Source records
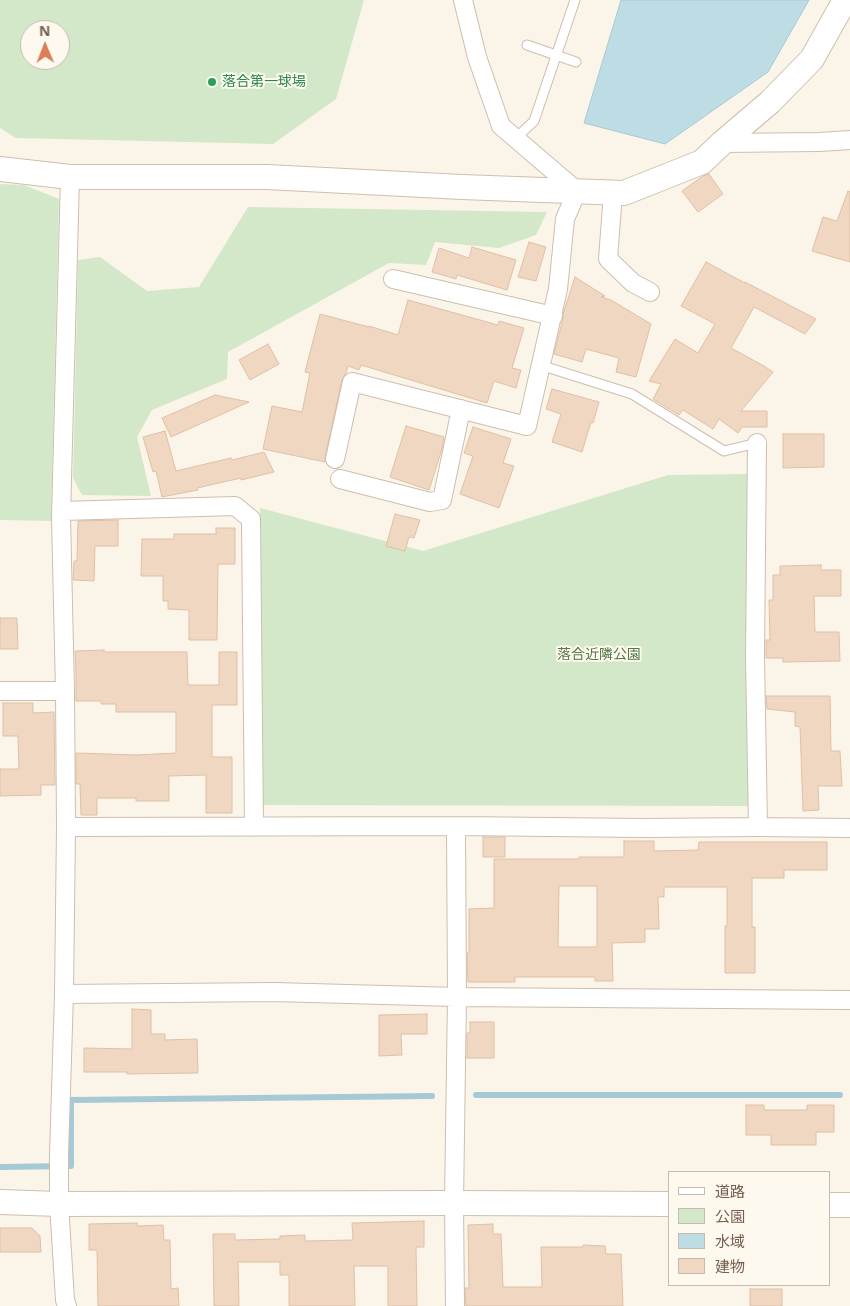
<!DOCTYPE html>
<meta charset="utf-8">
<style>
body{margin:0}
#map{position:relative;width:850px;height:1306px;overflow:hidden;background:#fbf5e9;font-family:"Noto Sans","Noto Sans JP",sans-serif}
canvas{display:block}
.legend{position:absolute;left:668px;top:1171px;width:162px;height:115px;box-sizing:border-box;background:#fef9ef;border:1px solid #c7bbaf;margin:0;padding:6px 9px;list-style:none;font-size:15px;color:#745e4e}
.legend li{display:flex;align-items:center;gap:10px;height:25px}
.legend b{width:25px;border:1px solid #c7bbaf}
.north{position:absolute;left:20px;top:20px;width:50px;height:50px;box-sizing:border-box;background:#fef9ef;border:1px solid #c7bbaf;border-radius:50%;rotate:359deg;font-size:14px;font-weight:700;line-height:20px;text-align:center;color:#745e4e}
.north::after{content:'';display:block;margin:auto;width:18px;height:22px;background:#dc7e57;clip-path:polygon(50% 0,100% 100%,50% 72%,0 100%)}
</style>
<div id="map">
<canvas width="850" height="1306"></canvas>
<ul class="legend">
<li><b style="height:6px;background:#fff"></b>道路</li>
<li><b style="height:14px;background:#d3e8c8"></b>公園</li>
<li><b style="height:14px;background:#bedce4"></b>水域</li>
<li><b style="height:14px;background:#efd7c2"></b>建物</li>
</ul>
<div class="north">N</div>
</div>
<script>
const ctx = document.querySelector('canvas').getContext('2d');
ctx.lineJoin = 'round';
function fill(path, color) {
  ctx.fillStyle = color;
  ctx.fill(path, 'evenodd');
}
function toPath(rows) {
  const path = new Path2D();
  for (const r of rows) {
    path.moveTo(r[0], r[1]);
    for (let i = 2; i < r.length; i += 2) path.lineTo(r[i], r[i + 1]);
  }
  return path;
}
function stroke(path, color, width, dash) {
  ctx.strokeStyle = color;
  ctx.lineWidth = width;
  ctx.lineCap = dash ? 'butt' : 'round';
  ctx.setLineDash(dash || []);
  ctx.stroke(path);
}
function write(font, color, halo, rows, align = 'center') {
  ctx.font = font + ' "Noto Sans","Noto Sans JP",sans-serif';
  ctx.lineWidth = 4;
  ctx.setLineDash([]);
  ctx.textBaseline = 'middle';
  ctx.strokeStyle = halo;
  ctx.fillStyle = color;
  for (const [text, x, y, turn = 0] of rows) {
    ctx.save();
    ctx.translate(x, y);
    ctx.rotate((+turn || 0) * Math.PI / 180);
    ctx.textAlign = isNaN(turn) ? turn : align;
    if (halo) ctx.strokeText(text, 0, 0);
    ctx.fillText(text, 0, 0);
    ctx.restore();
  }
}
fill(toPath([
 [0,0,364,0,336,99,273,144,16,138,0,128],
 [30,30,60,30,60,60,30,60],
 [0,184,24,185,59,199,51,521,0,520],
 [248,207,547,212,536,235,499,248,435,242,426,265,389,263,228,352,227,379,152,410,137,437,151,496,82,495,73,478,78,260,100,257,147,291,199,287],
 [750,474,751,806,262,805,260,508,423,551,668,475]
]), '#d3e8c8');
const water = toPath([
 [621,0,809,0,768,72,665,144,584,123,621,0]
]);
fill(water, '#bedce4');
stroke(water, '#a5cad5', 1);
stroke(toPath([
 [476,1095,840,1095],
 [0,1167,71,1166,71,1100,432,1096]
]), '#a5cad5', 6);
const building = toPath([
 [709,174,723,194,698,212,682,191,703,176,709,174],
 [848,191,850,192,850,262,812,251,823,217,837,221,848,191],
 [529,242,546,247,536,281,518,277,529,242],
 [472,247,516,260,507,290,457,275,456,279,432,272,439,248,469,258,472,247],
 [706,262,745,283,745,282,816,319,805,334,754,307,731,348,764,366,773,372,741,411,767,411,767,427,742,427,738,433,719,419,713,429,683,410,679,415,653,399,661,384,649,381,675,339,698,353,715,324,681,306,706,262],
 [575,277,605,296,601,297,611,300,651,324,636,377,616,372,619,358,586,349,582,362,554,354,563,318,563,314,575,277],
 [408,300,498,325,499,321,524,328,512,368,521,370,516,388,494,381,487,403,361,365,359,370,348,366,346,373,342,380,325,457,325,462,263,449,272,406,302,412,310,373,305,372,320,314,369,327,369,326,398,335,408,300],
 [268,344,279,364,250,380,239,360,268,344],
 [552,389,599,402,593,423,591,422,582,452,552,442,561,414,546,409,552,389],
 [215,395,249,402,171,437,162,418,215,395],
 [406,426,444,437,442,449,429,490,390,477,406,426],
 [473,427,511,439,503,463,514,466,499,508,460,494,473,456,464,453,473,427],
 [165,431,176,471,231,458,232,460,264,452,274,472,241,480,241,478,197,488,198,490,162,497,156,471,153,472,143,437,165,431],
 [783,434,824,434,824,467,783,468,783,434],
 [395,514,420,520,414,538,409,537,405,551,386,546,395,514],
 [118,520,118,546,95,546,94,581,73,580,74,561,77,561,78,521,118,520],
 [216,528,235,528,235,564,218,564,217,640,189,640,189,610,168,609,168,601,163,601,163,576,141,576,142,539,174,539,174,534,216,534,216,528],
 [821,565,821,570,841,570,841,596,814,596,815,632,839,632,840,661,783,662,783,658,766,658,766,640,770,640,769,600,773,600,773,575,780,575,780,566,821,565],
 [0,618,17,618,18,649,0,649,0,618],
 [104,650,104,652,187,652,188,685,219,685,219,652,237,652,237,705,212,705,212,757,232,757,232,813,206,813,206,775,169,776,169,801,136,801,136,798,97,798,97,815,81,815,80,784,76,784,76,753,136,755,176,753,176,712,116,712,116,704,101,704,101,701,76,701,76,670,75,651,104,650],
 [766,696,830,696,831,751,840,751,842,786,818,786,819,810,803,811,800,727,795,726,795,712,767,709,766,696],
 [3,703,33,703,33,713,54,712,55,785,41,785,41,795,0,796,0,769,19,769,18,736,3,736,3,703],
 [483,837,505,837,505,857,483,857,483,837],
 [624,841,654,841,654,851,698,850,699,842,827,842,827,870,784,870,784,878,752,878,752,927,755,927,755,973,725,973,725,926,727,926,727,887,664,887,664,897,658,897,659,929,645,929,645,942,612,943,613,981,595,981,595,977,515,977,515,982,468,982,467,953,469,953,469,909,494,908,494,859,579,859,579,857,624,857,624,841],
 [559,886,597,886,597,947,558,947,559,886],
 [132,1009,151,1010,151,1034,165,1034,165,1040,197,1039,198,1073,127,1074,127,1072,84,1072,84,1048,132,1049,132,1009],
 [427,1014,427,1034,401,1034,402,1055,379,1056,379,1015,427,1014],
 [470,1022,494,1022,494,1058,467,1058,467,1033,470,1033,470,1022],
 [746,1105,764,1105,764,1110,807,1110,807,1105,834,1105,834,1132,816,1132,816,1145,771,1145,771,1135,746,1135,746,1105],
 [424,1221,424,1247,416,1247,417,1306,388,1306,388,1266,354,1266,355,1306,289,1306,289,1275,280,1275,280,1262,238,1262,239,1306,214,1306,213,1234,235,1234,235,1240,280,1239,280,1236,305,1235,305,1241,353,1240,352,1223,424,1221],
 [137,1223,137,1226,163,1225,164,1240,170,1240,171,1289,178,1288,179,1306,98,1306,97,1250,89,1250,89,1224,137,1223],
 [493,1224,493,1234,501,1234,503,1287,542,1287,541,1247,583,1247,583,1245,605,1246,606,1254,621,1254,623,1306,466,1306,465,1288,469,1288,468,1225,493,1224],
 [0,1228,32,1228,40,1236,41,1252,0,1252,0,1228],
 [750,1289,782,1289,782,1306,750,1306,750,1289]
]);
fill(building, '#efd7c2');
stroke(building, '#e0bfa4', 1);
const lane = toPath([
 [527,45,576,62],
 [516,138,534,121,575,0],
 [540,365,632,394,724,451,757,443]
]);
const street = toPath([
 [722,143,819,142,850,140],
 [613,193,608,259,633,283,650,292],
 [393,279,553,316],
 [757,443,755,657,758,827],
 [335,459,352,382,527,426,558,289,565,219,577,191,501,126,477,57,463,0],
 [340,479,430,502,442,500,461,409],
 [62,511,235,506,251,519,254,827],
 [0,691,65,691,66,827,64,994,59,1155,59,1204,65,1300,67,1306],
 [65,691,61,517,70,177],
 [66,827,456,826,644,828,758,827,850,828],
 [64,994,274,992,457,997,850,1000],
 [455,1306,454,1203,457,997,456,826]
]);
const secondary = toPath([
 [0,169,70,177,267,177,462,187,624,193,702,162,722,143,770,102,812,59,845,0],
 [0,1202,59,1204,454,1203,669,1204],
 [829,1205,850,1205]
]);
stroke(lane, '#cdbeaf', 11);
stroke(street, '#cdbeaf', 20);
stroke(secondary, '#cfbfad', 26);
stroke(lane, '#fff', 9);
stroke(street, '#fff', 18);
stroke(secondary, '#fff', 24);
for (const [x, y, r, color] of [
 [212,82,5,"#2e9e5b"]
]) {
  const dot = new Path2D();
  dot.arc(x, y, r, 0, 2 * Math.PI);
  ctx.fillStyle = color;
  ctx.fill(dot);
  stroke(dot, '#fef9ef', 2);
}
write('14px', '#27864d', '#fef9ef', [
 ["落合第一球場",222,82]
], 'left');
write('14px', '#527947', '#fef9ef', [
 ["落合近隣公園",599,655]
]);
</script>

* **WORK TASK**:
Print the lines of the entries, exactly, from the one containing "stroke(street, '#cdbeaf', 20);" down to the final line, and leave out all the others.

* **RESPONSE AREA**:
stroke(street, '#cdbeaf', 20);
stroke(secondary, '#cfbfad', 26);
stroke(lane, '#fff', 9);
stroke(street, '#fff', 18);
stroke(secondary, '#fff', 24);
for (const [x, y, r, color] of [
 [212,82,5,"#2e9e5b"]
]) {
  const dot = new Path2D();
  dot.arc(x, y, r, 0, 2 * Math.PI);
  ctx.fillStyle = color;
  ctx.fill(dot);
  stroke(dot, '#fef9ef', 2);
}
write('14px', '#27864d', '#fef9ef', [
 ["落合第一球場",222,82]
], 'left');
write('14px', '#527947', '#fef9ef', [
 ["落合近隣公園",599,655]
]);
</script>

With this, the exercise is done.